Report on Ambrym (Vanuatu) — November 2009
Bulletin of the Global Volcanism Network, vol. 34, no. 11 (November 2009)
Managing Editor: Richard Wunderman.
Ambrym (Vanuatu) Frequent thermal anomalies from lava lakes during October 2008-September 2009
Please cite this report as:
Global Volcanism Program, 2009. Report on Ambrym (Vanuatu). In: Wunderman, R (ed.), Bulletin of the Global Volcanism Network, 34:11. Smithsonian Institution. https://doi.org/10.5479/si.GVP.BGVN200911-257040.
16.25°S, 168.12°E; summit elev. 1334 m
All times are local (unless otherwise noted)
Lava lake activity in both summit craters at Ambrym has been documented by the frequent presence of thermal anomalies, detected by MODIS instruments and processed by MODVOLC, between 21 October 2008 and 24 September 2009 (figure 20). Prior to this eruptive episode, the active lava lakes caused detectible thermal anomalies in November 2006 (BGVN 32:05), January-July 2007 (BGVN 34:01), and October-December 2007 (BGVN 34:01).
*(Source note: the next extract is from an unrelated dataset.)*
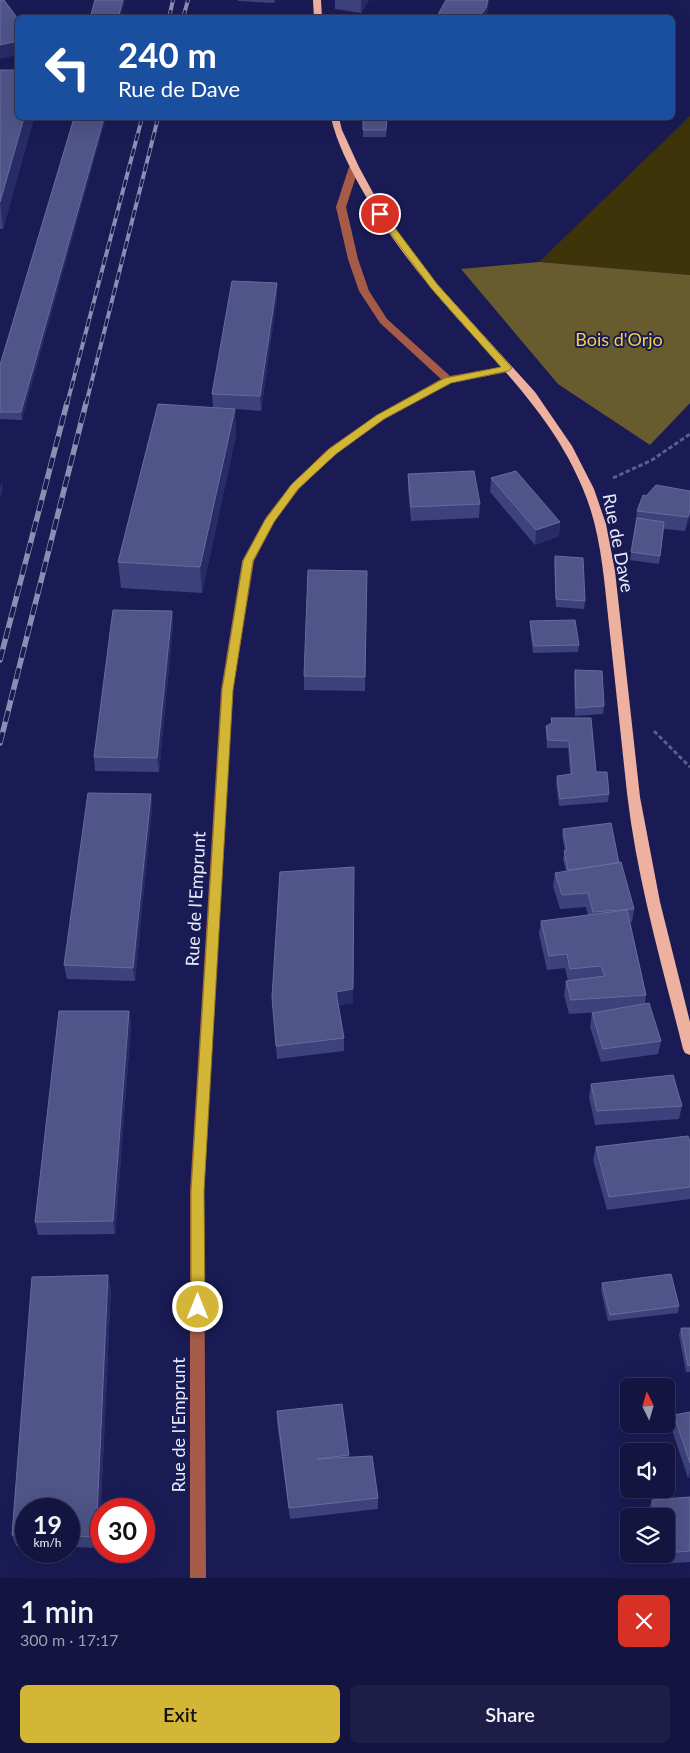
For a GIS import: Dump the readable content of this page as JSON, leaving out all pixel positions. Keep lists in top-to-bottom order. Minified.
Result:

Ash plumes reported on 25-26 March 2009 resulted in advisories to aviators issued by the Wellington Volcanic Ash Advisory Centre (VAAC). The airport control tower in Port Vila, Vanuatu, informed the VAAC on 25 March of an ash plume that rose to an altitude of 2.1 km and drifted about 55 km S. A pilot report the next day noted "smoke" rising to 2.4 km altitude. Although ash was not visible on satellite imagery analyzed by the VAAC on those days, thermal anomalies were seen in MODIS data on 25 March.
Additional plumes described by the NASA Earth Observatory were seen in visible MODIS imagery on 6 October and 3 December 2009. On both days the light-colored plume initially drifted 65 km WNW towards Malekula island. On 6 October the plume became a broad diffuse plume that spread hundreds of kilometers NW across the Coral Sea.
Geologic Background. Ambrym, a large basaltic volcano with a 12-km-wide caldera, is one of the most active volcanoes of the New Hebrides arc. A thick, almost exclusively pyroclastic sequence, initially dacitic, then basaltic, overlies lava flows of a pre-caldera shield volcano. The caldera was formed during a major plinian eruption with dacitic pyroclastic flows about 1900 years ago. Post-caldera eruptions, primarily from Marum and Benbow cones, have partially filled the caldera floor and produced lava flows that ponded on the caldera floor or overflowed through gaps in the caldera rim. Post-caldera eruptions have also formed a series of scoria cones and maars along a fissure system oriented ENE-WSW. Eruptions have apparently occurred almost yearly during historical time from cones within the caldera or from flank vents. However, from 1850 to 1950, reporting was mostly limited to extra-caldera eruptions that would have affected local populations.
Information Contacts: Hawai'i Institute of Geophysics and Planetology (HIGP) Thermal Alerts System, School of Ocean and Earth Science and Technology (SOEST), Univ. of Hawai'i, 2525 Correa Road, Honolulu, HI 96822, USA (URL: http://modis.higp.hawaii.edu/); Wellington Volcanic Ash Advisory Centre (VAAC), Meteorological Service of New Zealand Ltd (MetService), PO Box 722, Wellington, New Zealand (URL: http://www.metservice.com/vaac/, http://vaac.metservice.com/); NASA Earth Observatory (URL: http://earthobservatory.nasa.gov/).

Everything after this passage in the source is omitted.